Hackathon submission from 0xmandy.
Pirate is a vision-servoing stack for Unitree Go2 that makes the robot hunt down objects like a pirate hunting treasure. The robot scans the environment with its onboard camera, runs YOLO detection to find a target (bottle or ball), closes in with bearing-locked visual control, pushes the object, then celebrates with sport gestures.
The core loop is:
camera frame → YOLO detection → bearing + distance estimate
→ approach burst → realign → push → Hello → backup → Scrape
DimOS supplies the robot runtime (WebRTC connection, camera/odom/lidar streams, move commands, sport gesture API). Pirate adds the vision-servoing control layer and replayable decision trace evidence on top — no DimOS core files modified.

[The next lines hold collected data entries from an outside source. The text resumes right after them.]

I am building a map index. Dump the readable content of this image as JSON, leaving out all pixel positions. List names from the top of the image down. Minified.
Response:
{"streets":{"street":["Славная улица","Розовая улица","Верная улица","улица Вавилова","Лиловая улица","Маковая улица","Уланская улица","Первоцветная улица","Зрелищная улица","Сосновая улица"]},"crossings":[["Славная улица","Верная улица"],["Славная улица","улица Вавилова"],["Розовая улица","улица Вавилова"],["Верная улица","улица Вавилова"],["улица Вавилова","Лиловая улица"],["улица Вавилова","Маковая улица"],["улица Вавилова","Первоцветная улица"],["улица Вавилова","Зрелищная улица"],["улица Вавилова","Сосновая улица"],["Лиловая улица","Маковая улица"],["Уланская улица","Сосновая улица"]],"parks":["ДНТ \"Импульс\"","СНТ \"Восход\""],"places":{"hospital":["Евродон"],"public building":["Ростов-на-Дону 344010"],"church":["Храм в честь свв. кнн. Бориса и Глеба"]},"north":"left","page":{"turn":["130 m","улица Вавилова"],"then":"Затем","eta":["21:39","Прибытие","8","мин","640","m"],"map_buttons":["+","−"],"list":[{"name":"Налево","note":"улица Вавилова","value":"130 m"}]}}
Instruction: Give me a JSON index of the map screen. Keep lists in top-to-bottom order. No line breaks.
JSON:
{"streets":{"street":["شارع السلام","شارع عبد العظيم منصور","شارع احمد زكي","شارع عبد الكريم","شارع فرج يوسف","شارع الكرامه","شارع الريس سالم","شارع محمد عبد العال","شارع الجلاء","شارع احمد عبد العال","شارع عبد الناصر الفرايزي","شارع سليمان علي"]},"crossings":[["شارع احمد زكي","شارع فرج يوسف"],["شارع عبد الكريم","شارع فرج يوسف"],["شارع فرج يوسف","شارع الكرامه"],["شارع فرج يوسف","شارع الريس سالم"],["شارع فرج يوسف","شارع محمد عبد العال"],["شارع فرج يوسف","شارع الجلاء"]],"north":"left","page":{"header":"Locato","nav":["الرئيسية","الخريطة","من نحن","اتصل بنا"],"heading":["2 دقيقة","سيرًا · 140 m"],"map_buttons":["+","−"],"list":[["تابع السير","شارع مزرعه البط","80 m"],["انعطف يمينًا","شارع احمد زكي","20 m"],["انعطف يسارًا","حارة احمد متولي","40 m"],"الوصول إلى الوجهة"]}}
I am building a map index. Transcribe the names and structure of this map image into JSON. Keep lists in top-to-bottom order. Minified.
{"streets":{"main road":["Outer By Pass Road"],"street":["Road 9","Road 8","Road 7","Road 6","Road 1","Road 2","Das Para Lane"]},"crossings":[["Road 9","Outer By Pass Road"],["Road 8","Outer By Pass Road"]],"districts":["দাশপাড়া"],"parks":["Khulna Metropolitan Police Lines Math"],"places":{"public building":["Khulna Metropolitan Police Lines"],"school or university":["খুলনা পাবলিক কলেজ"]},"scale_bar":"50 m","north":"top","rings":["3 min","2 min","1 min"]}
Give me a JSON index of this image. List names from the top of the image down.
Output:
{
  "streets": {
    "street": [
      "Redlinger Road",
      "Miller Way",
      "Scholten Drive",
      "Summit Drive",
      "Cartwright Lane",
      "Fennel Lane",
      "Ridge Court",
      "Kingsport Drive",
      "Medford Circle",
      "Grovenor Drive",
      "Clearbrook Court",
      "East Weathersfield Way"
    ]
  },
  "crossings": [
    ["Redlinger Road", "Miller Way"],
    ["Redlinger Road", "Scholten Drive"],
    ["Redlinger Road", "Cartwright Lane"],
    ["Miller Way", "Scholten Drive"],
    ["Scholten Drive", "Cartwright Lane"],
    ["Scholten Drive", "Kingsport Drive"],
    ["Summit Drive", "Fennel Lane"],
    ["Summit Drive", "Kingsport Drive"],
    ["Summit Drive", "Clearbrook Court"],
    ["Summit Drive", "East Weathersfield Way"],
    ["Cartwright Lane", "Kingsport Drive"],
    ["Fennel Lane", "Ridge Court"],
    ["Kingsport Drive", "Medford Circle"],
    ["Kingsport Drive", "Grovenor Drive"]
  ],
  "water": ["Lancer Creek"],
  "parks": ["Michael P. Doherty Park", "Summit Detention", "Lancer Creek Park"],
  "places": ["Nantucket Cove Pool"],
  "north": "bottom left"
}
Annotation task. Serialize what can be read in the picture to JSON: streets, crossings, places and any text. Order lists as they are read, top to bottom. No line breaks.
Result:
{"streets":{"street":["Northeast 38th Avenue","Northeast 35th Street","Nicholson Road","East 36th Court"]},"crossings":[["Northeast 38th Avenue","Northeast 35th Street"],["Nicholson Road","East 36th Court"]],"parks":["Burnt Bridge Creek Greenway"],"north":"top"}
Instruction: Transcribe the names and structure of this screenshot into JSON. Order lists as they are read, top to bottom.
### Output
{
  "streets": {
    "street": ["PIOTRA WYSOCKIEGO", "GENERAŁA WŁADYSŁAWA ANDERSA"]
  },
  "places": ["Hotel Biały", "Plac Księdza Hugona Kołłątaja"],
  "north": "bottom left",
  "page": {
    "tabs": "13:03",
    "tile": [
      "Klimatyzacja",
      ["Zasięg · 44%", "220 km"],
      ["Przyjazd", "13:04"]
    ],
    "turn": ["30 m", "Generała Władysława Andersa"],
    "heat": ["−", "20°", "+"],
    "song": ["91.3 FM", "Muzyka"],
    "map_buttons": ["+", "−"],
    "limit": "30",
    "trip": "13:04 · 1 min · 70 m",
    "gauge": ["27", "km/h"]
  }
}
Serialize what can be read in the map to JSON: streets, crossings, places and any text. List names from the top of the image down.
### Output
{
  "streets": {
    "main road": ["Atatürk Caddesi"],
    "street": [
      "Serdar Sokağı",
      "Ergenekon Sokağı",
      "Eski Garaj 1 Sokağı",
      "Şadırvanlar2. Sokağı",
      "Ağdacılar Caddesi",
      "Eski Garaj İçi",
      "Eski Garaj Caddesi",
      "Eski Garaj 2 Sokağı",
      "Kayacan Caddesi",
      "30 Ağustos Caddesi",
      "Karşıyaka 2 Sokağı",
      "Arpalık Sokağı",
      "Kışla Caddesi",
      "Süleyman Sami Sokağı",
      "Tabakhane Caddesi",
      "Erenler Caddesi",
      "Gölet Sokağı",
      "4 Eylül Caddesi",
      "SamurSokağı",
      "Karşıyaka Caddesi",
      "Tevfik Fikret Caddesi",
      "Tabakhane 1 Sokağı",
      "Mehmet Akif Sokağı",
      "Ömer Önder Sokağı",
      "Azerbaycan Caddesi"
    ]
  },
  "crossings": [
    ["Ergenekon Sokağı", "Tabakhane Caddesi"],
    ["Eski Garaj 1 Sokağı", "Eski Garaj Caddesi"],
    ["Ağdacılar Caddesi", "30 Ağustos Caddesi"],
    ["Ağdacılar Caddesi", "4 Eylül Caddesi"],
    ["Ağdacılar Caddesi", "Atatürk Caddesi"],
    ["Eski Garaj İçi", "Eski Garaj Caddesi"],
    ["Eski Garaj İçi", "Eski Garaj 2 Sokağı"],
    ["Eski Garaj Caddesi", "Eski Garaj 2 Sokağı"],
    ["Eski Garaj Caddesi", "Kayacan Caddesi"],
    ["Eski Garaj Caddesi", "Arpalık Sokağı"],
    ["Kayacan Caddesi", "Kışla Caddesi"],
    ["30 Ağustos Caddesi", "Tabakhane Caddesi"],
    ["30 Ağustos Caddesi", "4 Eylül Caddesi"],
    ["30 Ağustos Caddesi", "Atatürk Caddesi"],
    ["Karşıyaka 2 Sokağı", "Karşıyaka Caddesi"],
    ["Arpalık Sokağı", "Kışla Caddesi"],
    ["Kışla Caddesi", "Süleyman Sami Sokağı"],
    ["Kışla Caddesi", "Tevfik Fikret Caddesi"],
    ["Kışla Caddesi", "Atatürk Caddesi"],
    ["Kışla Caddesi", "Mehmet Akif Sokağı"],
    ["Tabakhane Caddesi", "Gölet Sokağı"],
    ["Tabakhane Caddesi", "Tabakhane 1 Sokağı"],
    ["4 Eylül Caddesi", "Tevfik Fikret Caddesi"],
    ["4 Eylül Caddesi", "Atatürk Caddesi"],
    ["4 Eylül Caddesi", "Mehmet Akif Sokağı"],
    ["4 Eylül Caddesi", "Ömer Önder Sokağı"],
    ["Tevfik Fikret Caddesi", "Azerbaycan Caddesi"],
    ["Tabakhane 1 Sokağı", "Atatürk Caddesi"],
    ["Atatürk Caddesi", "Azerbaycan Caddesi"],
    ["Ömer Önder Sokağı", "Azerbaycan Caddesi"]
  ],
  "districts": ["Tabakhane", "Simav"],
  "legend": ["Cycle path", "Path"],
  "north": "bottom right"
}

- Project repo: https://github.com/0xmandy/pirate
- DimOS: https://github.com/dimensionalOS/dimos
- Decision traces: https://github.com/0xmandy/pirate/tree/main/artifacts/decision_traces
- Sensor stream profile: https://github.com/0xmandy/pirate/blob/main/artifacts/sensor_stream_profile.json
- Final demo video: https://github.com/0xmandy/pirate/tree/main/artifacts/showcase
- YOLO visual servoing: detect bottle/ball → extract bearing → drive toward it
- Closed-loop realign: if yaw error > 8° at standoff, back off and re-approach
- Push phase: forward burst at 0.35 m/s × 0.5 s, displacement measured from ball pose
- Full gesture sequence: approach → push → Hello (api_id=1016) → backup → Scrape (api_id=1029)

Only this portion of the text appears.